Nowadays, DHRYSTONE is not a good benchmark (Google...). But it's good enough to show that -O2 is not allways the best choice**. Indeed, this gives the best numbers with all optimizations turned on.
(And I noticed that "Huston, we have a problem!!" optimizing for size has a serious problem (Crash?). Must be something in the core.. (USB?) but I'm too lazy to look for the reason.)

Code:
/*
 ****************************************************************************

                     "DHRYSTONE" Benchmark Program
                     -----------------------------

    Version:    C, Version 2.1

    File:       dhry.h (part 1 of 3)

    Date:       May 25, 1988

    Author:     Reinhold P. Weicker
                        Siemens AG, E STE 35
                        Postfach 3240
                        8520 Erlangen
                        Germany (West)
                                Phone:  [xxx-49]-9131-7-20330
                                        (8-17 Central European Time)
                                Usenet: ..!mcvax!unido!estevax!weicker

                Original Version (in Ada) published in
                "Communications of the ACM" vol. 27., no. 10 (Oct. 1984),
                pp. 1013 - 1030, together with the statistics
                on which the distribution of statements etc. is based.

                In this C version, the following C library functions are used:
                - strcpy, strcmp (inside the measurement loop)
                - Serial.printf, scanf (outside the measurement loop)
                In addition, Berkeley UNIX system calls "times ()" or "time ()"
                are used for execution time measurement.
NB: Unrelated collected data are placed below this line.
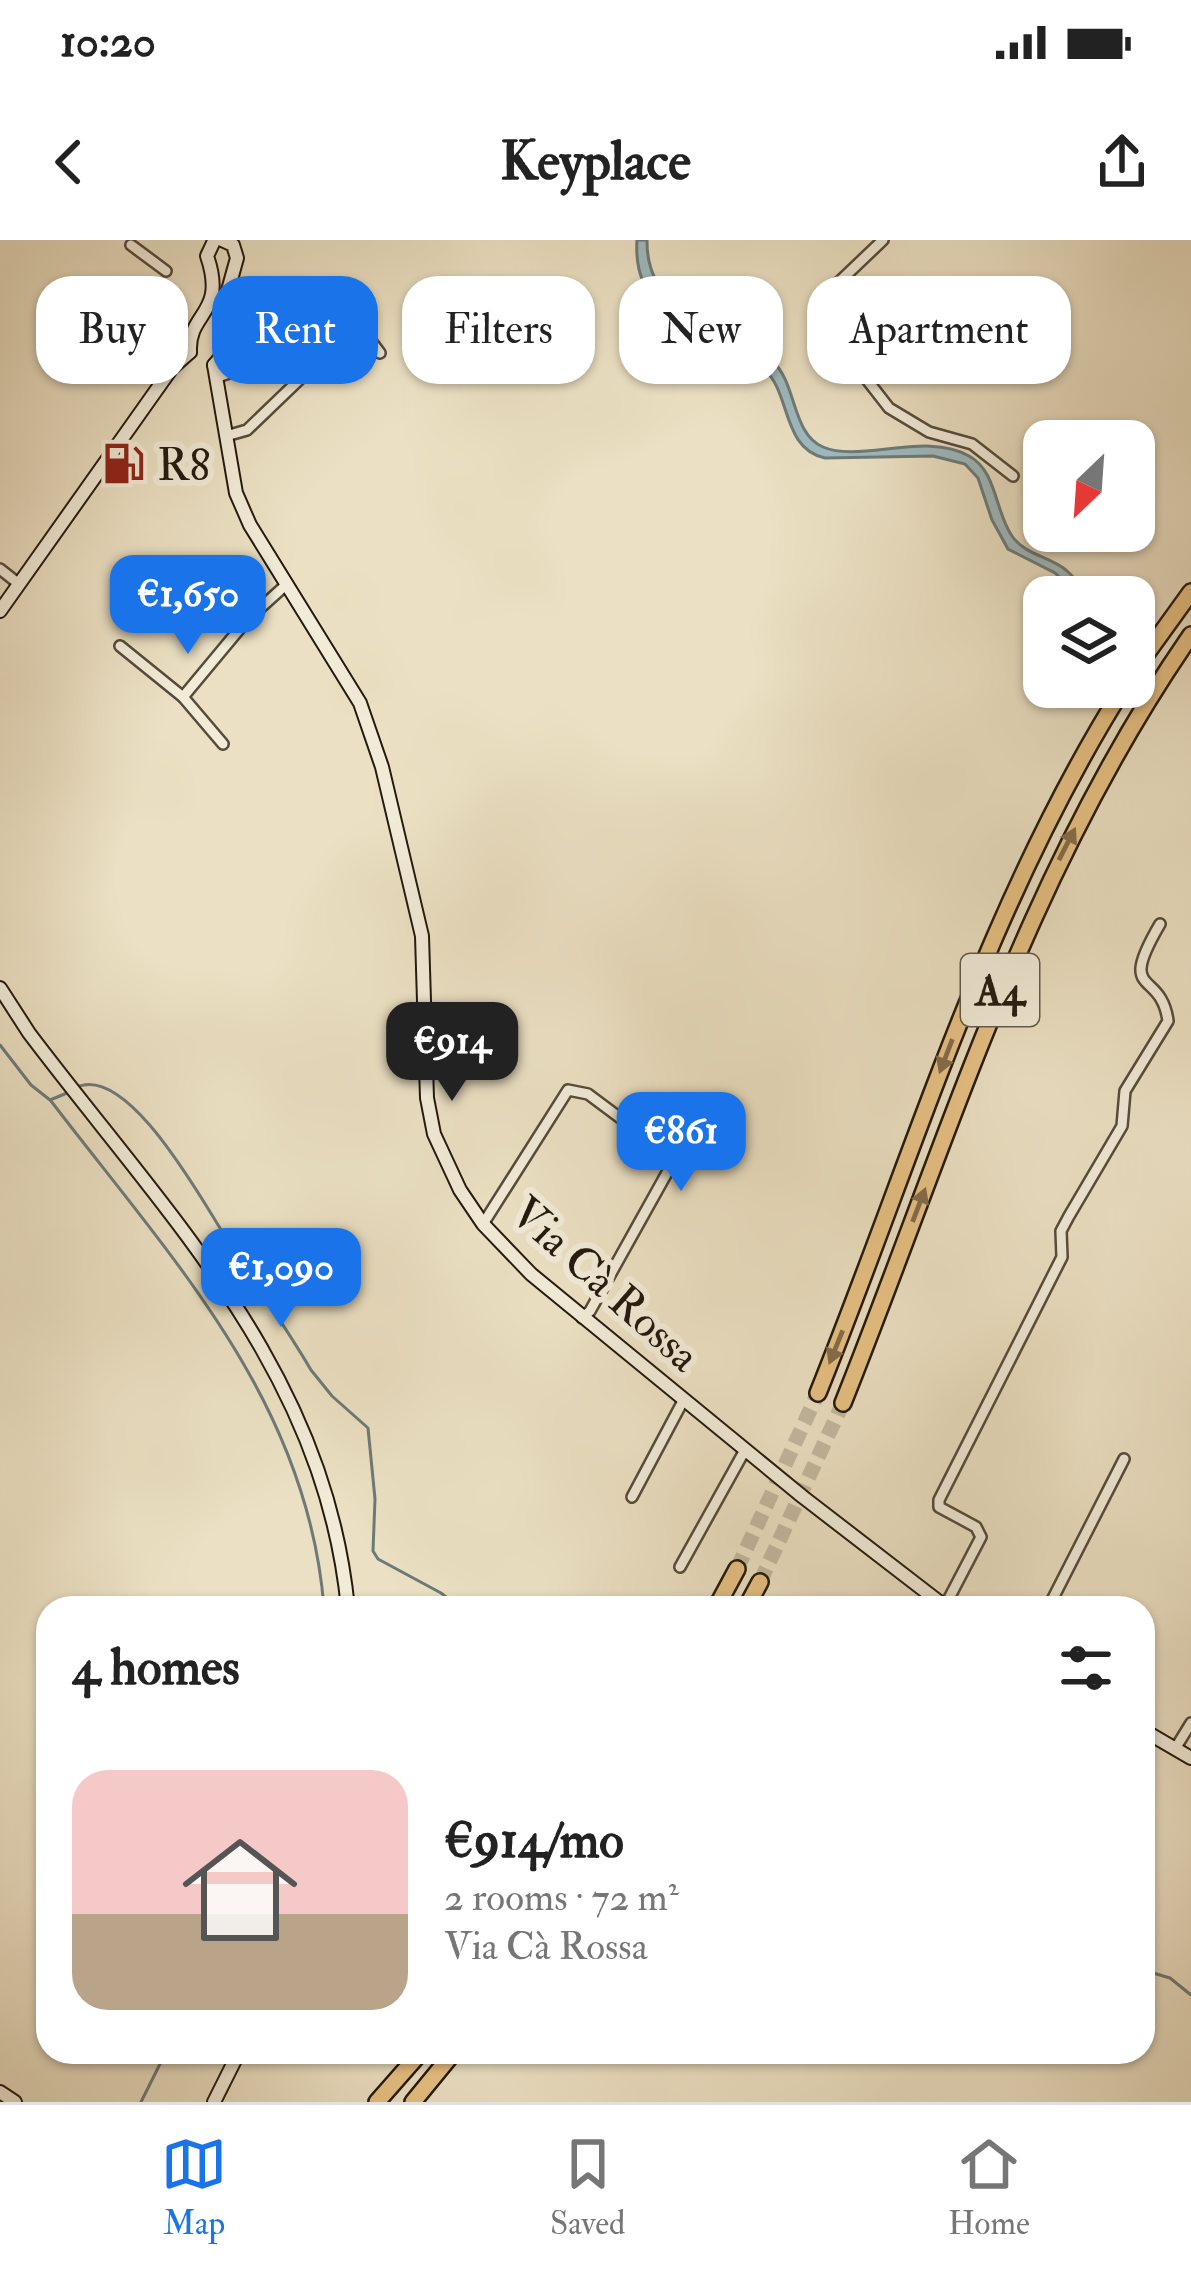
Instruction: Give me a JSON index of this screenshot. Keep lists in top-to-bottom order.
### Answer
{
  "streets": {
    "highway": ["A4"],
    "main road": ["Via Cà Rossa"]
  },
  "places": {
    "fuel station": ["R8"]
  },
  "north": "bottom left",
  "page": {
    "status": "10:20",
    "header": "Keyplace",
    "chip": [
      "Buy",
      "Rent",
      "Filters",
      "New",
      "Apartment"
    ],
    "price": [
      "€1,650",
      "€914",
      "€861",
      "€1,090"
    ],
    "heading": "4 homes",
    "list": [
      {
        "name": "€914/mo",
        "note": "2 rooms · 72 m² · Via Cà Rossa"
      }
    ],
    "tabs": ["Map", "Saved", "Home"]
  }
}
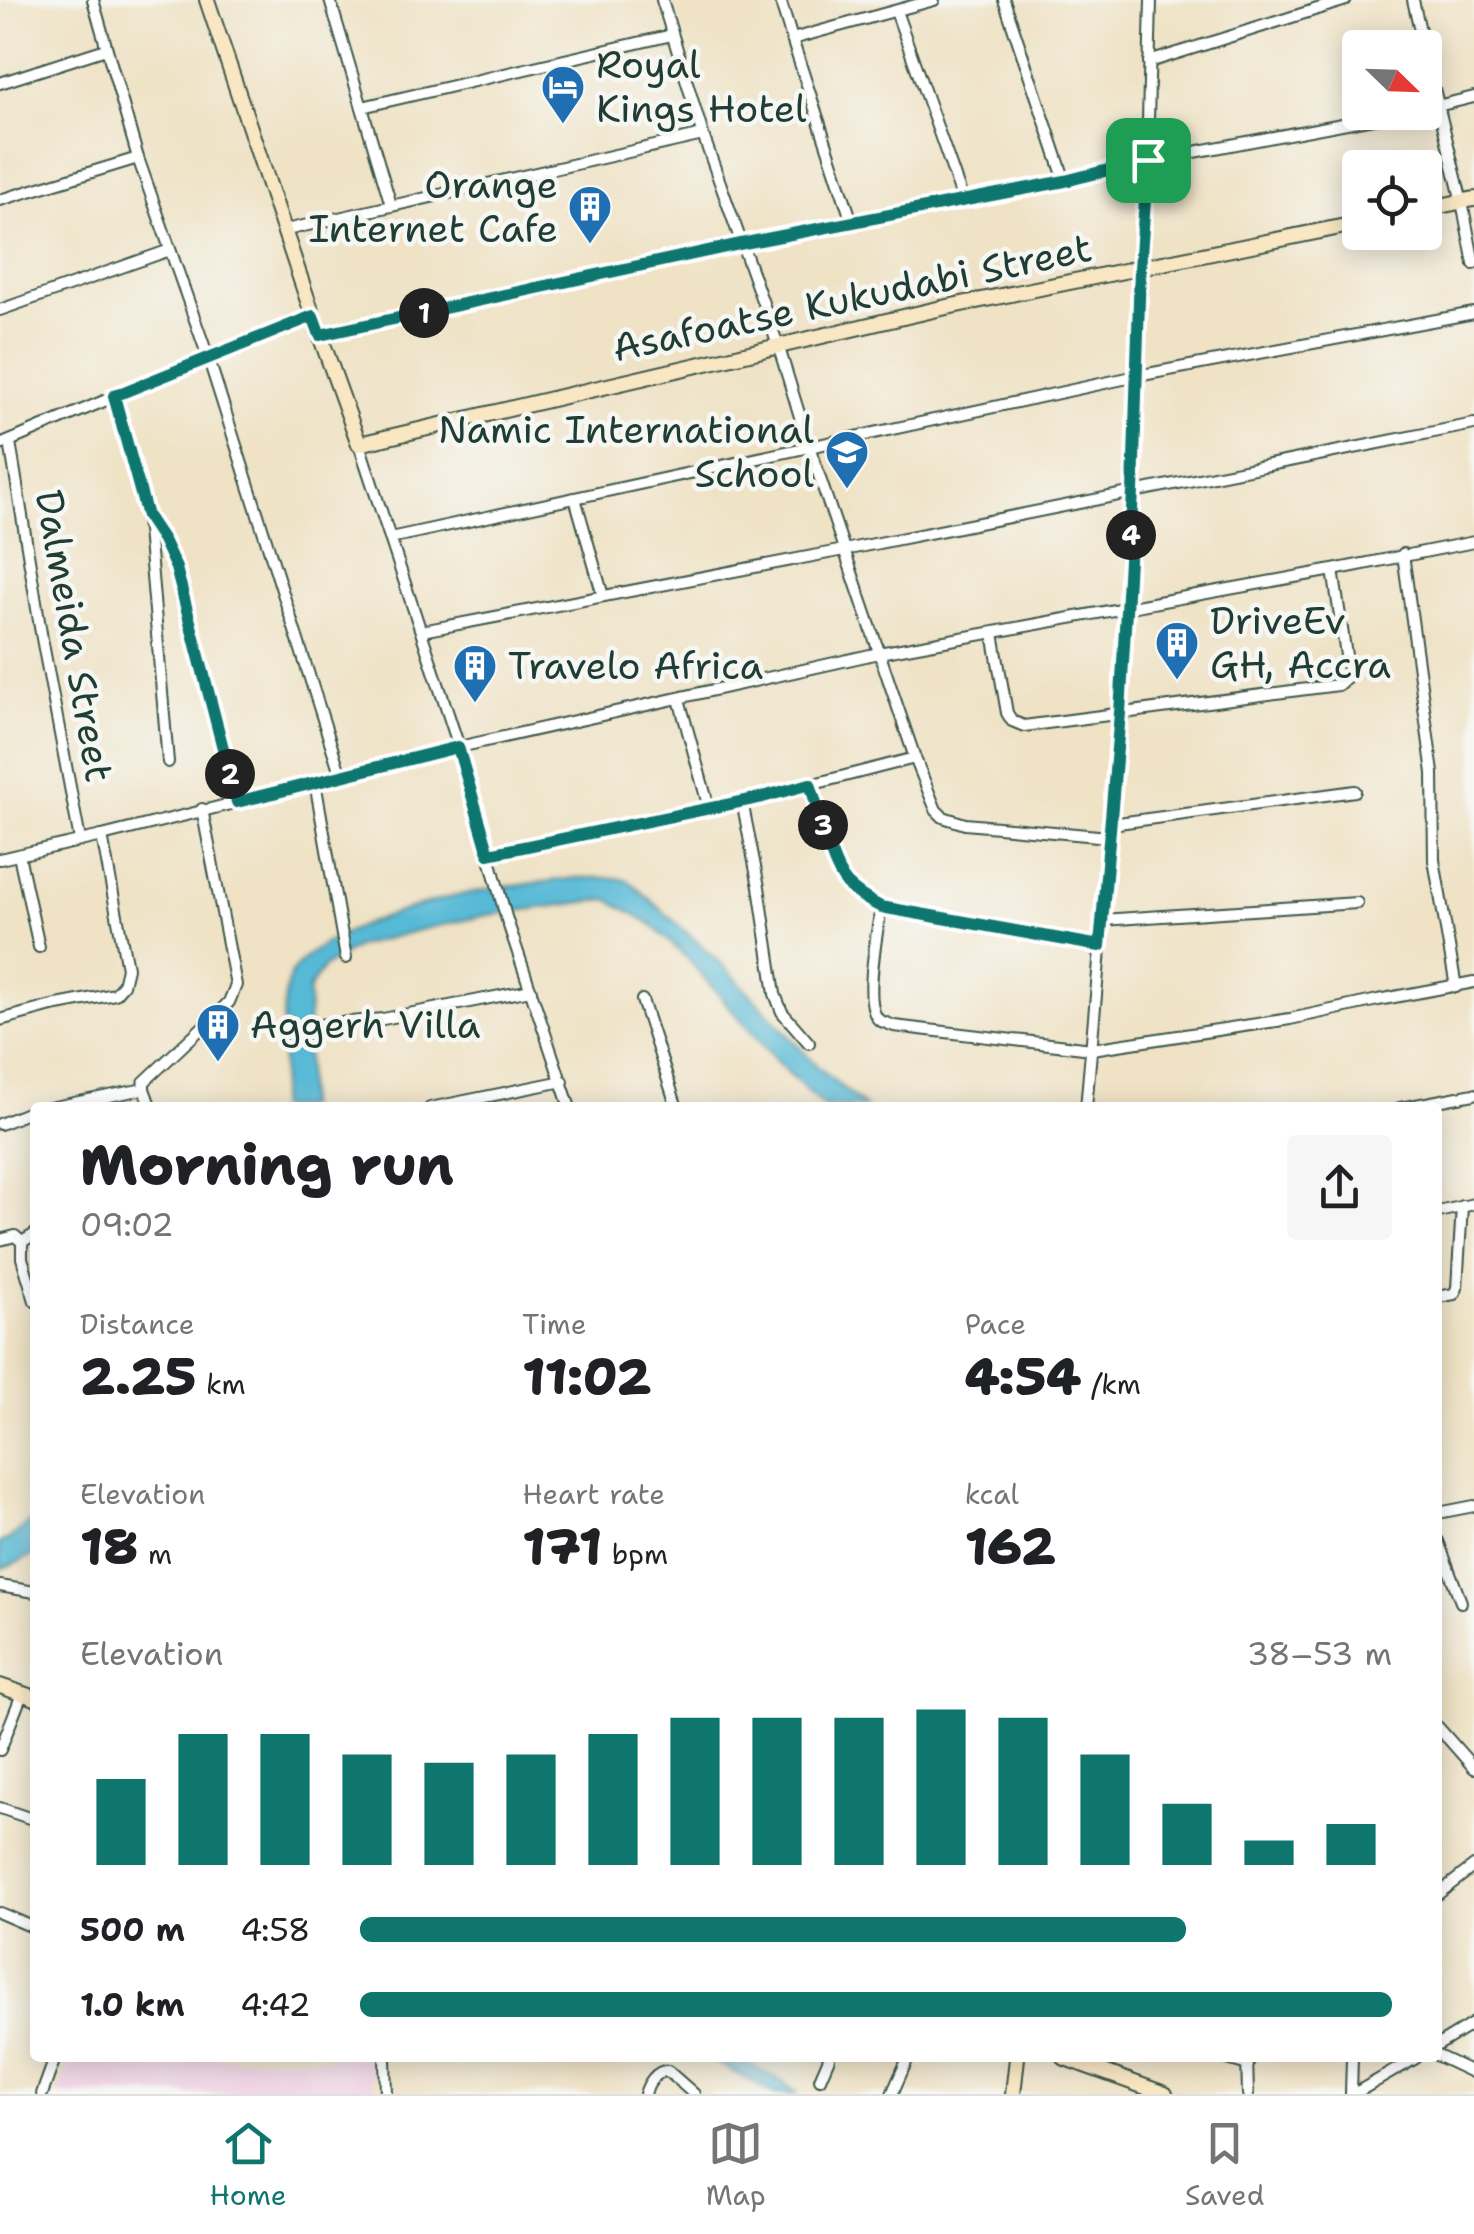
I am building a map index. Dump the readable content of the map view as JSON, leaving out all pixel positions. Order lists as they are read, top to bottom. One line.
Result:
{"streets":{"street":["Asafoatse Kukudabi Street","Dalmeida Street"]},"places":{"hotel":["Royal Kings Hotel"],"building":["Orange Internet Cafe","DriveEv GH, Accra","Travelo Africa","Aggerh Villa"],"school or university":["Namic International School"]},"north":"bottom right","page":{"pins":["1","4","2","3"],"heading":["Morning run","09:02"],"stats":[["Distance","2.25 km"],["Time","11:02"],["Pace","4:54 /km"],["Elevation","18 m"],["Heart rate","171 bpm"],["kcal","162"]],"chart":["Elevation","38–53 m"],"list":[{"name":"500 m","note":"4:58"},{"name":"1.0 km","note":"4:42"}],"tabs":["Home","Map","Saved"]}}
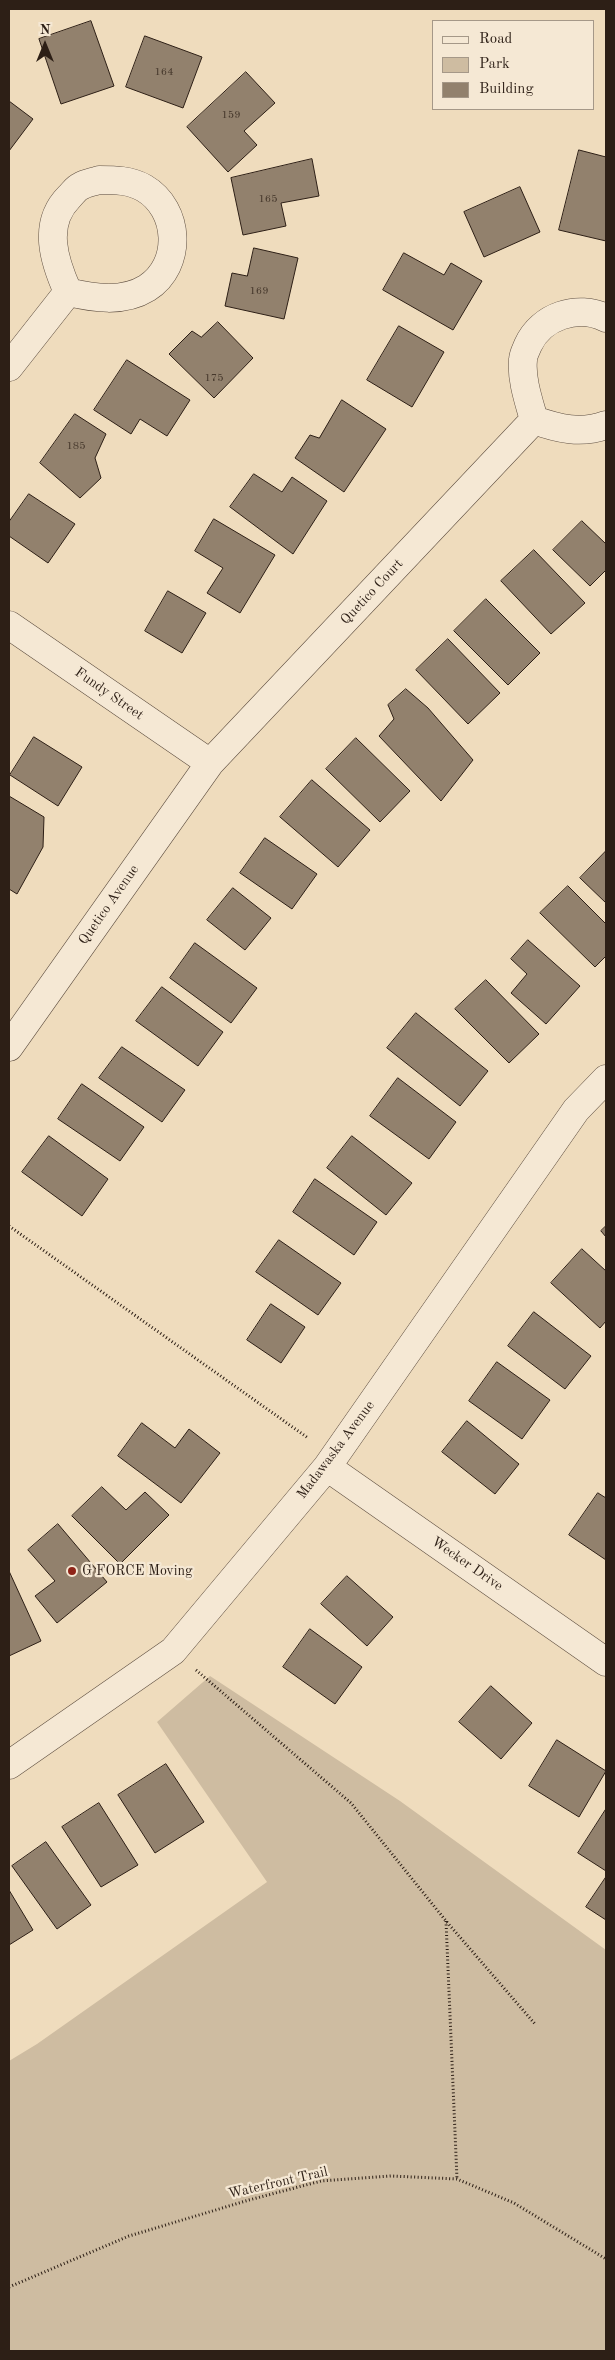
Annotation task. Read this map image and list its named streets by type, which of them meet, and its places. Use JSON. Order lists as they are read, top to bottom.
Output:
{
  "streets": {
    "street": [
      "Quetico Court",
      "Fundy Street",
      "Quetico Avenue",
      "Madawaska Avenue",
      "Wecker Drive"
    ],
    "path": ["Waterfront Trail"]
  },
  "crossings": [
    ["Quetico Court", "Fundy Street"],
    ["Quetico Court", "Quetico Avenue"],
    ["Fundy Street", "Quetico Avenue"],
    ["Madawaska Avenue", "Wecker Drive"]
  ],
  "places": ["G FORCE Moving"],
  "house_numbers": [
    "164",
    "159",
    "165",
    "169",
    "175",
    "185"
  ],
  "legend": ["Road", "Park", "Building"],
  "north": "top"
}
For measurements
                on other systems, these calls have to be changed.

    Collection of Results:
                Reinhold Weicker (address see above) and

                Rick Richardson
                PC Research. Inc.
                94 Apple Orchard Drive
                Tinton Falls, NJ 07724
                        Phone:  (201) 389-8963 (9-17 EST)
                        Usenet: ...!uunet!pcrat!rick

        Please send results to Rick Richardson and/or Reinhold Weicker.
        Complete information should be given on hardware and software used.
        Hardware information includes: Machine type, CPU, type and size
        of caches; for microprocessors: clock frequency, memory speed
        (number of wait states).
        Software information includes: Compiler (and runtime library)
        manufacturer and version, compilation switches, OS version.
        The Operating System version may give an indication about the
        compiler; Dhrystone itself performs no OS calls in the measurement loop.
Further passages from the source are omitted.